Documentation/tutorial data length mistake

KamWithK · January 4, 2020, 12:05am

Hey guys,
I just started using PyTorch and have been going through a lot of tutorials/documentation recently.
I think I’ve found an error in a few places where you calculate stats like accuracy and loss.
To calculate most stats you divide some running metric by the data set’s size. There are around 3 ways I’ve found online to accomplish this (all from my experimentation so far have yielded incorrect results):

len(data_loader) - when using a batch size greater than 1, this seems to return the batch size (not what we’re looking for)
len(data_loader.dataset) - this works in some cases, however once you use a data sampler to create a dataloader which uses a smaller subset of your data this breaks down (as it doesn’t return the actual currently utilized data’s size)
len(data_loader) * batch_size - this results in a slightly off number as PyTorch adjusts the batch size when the length of the dataset you’re working with doesn’t divide perfectly with your batch size (i.e. mod isn’t 0)
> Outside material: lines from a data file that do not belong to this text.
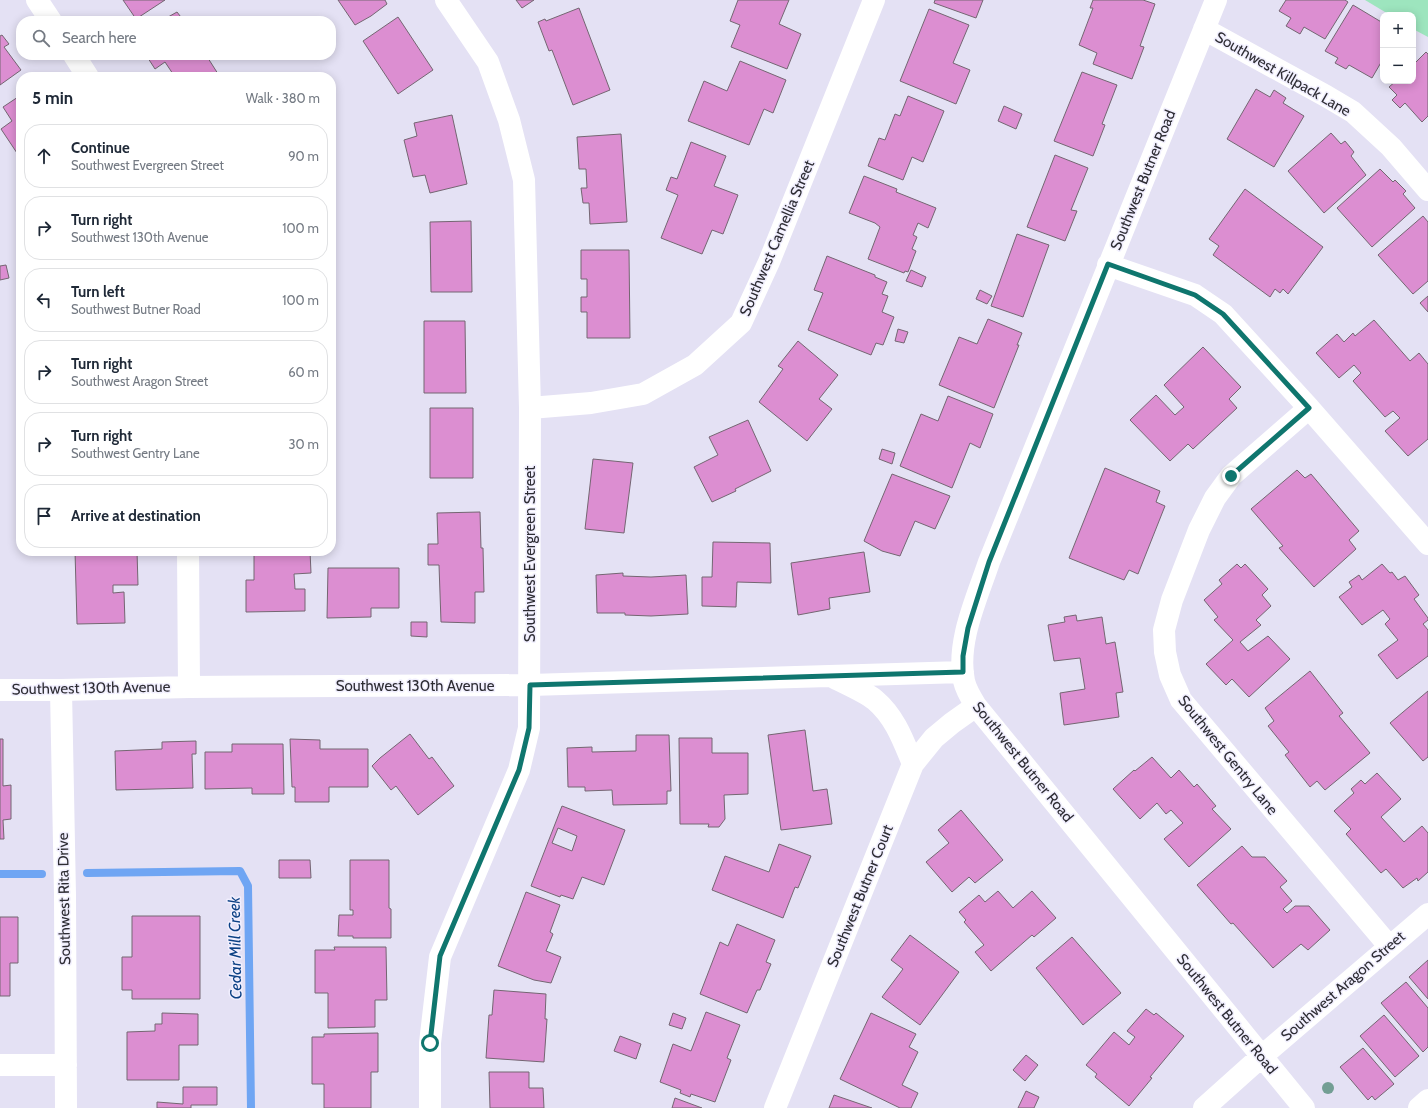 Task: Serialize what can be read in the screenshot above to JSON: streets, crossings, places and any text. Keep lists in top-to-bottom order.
{
  "streets": {
    "street": [
      "Southwest Killpack Lane",
      "Southwest Butner Road",
      "Southwest Camellia Street",
      "Southwest Evergreen Street",
      "Southwest 130th Avenue",
      "Southwest Gentry Lane",
      "Southwest Butner Court",
      "Southwest Rita Drive",
      "Southwest Aragon Street"
    ]
  },
  "crossings": [
    ["Southwest Killpack Lane", "Southwest Butner Road"],
    ["Southwest Butner Road", "Southwest 130th Avenue"],
    ["Southwest Butner Road", "Southwest Butner Court"],
    ["Southwest Butner Road", "Southwest Aragon Street"],
    ["Southwest Camellia Street", "Southwest Evergreen Street"],
    ["Southwest Evergreen Street", "Southwest 130th Avenue"],
    ["Southwest 130th Avenue", "Southwest Butner Court"],
    ["Southwest 130th Avenue", "Southwest Rita Drive"],
    ["Southwest Gentry Lane", "Southwest Aragon Street"]
  ],
  "water": ["Cedar Mill Creek"],
  "page": {
    "map_buttons": ["+", "−"],
    "search": "Search here",
    "heading": ["5 min", "Walk · 380 m"],
    "list": [
      ["Continue", "Southwest Evergreen Street", "90 m"],
      ["Turn right", "Southwest 130th Avenue", "100 m"],
      ["Turn left", "Southwest Butner Road", "100 m"],
      ["Turn right", "Southwest Aragon Street", "60 m"],
      ["Turn right", "Southwest Gentry Lane", "30 m"],
      "Arrive at destination"
    ]
  }
}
What I’ve found though was that using len(data_loader.sampler) WILL return precisely what you’re looking for (length of the training/validation data by itself). Just wanted to point this out as I’ve spent a huge amount of time looking for why my loss/accuracy were always incredably small.
I’m willing to show my code if needed.

Official tutorials/documentation:
https://pytorch.org/tutorials/beginner/transfer_learning_tutorial.html - first case
https://pytorch.org/tutorials/beginner/finetuning_torchvision_models_tutorial.html - second case

ptrblck · January 4, 2020, 4:45am

Thanks for pointing this out.
If I’m not mistaken, both linked tutorials use the second approach (which would work, since no custom sampler is used).

I’m not sure, if your suggestions would work in all use cases, e.g. using a batch_sampler.
However, I haven’t thought about all edge cases.

KamWithK · January 4, 2020, 11:09am

Not entirely sure about all cases, but I would have thought using a custom dataset/sampler would be quite common.
By the way the first link uses the first approach (just written in a slightly more generic form), I’ve copy pasted the relavent line here: dataset_sizes = {x: len(image_datasets[x]) for x in [‘train’, ‘val’]}

Is it possible to add a note or something on the tutorials/documentation to point out exceptions where the code won’t work? I feel like it would be extremely useful, seeing that this is an elusive bug to find,which can easily lead to misinterpreted stats.

ptrblck · January 5, 2020, 6:39am

Personally, I wouldn’t want to add the note into the mentioned tutorials, as they are working fine in the current state. In my opinion there are a lot of edge cases, where just copy pasting the tutorial might not work out of the box and I don’t see a custom sampler as the usual use case.

That being said, I think your suggestion would fit into the FAQ section.
Feel free to create an issue on GitHub and explain your proposal there, please.

KamWithK · January 5, 2020, 11:27am

Ok, thanks. Will do soon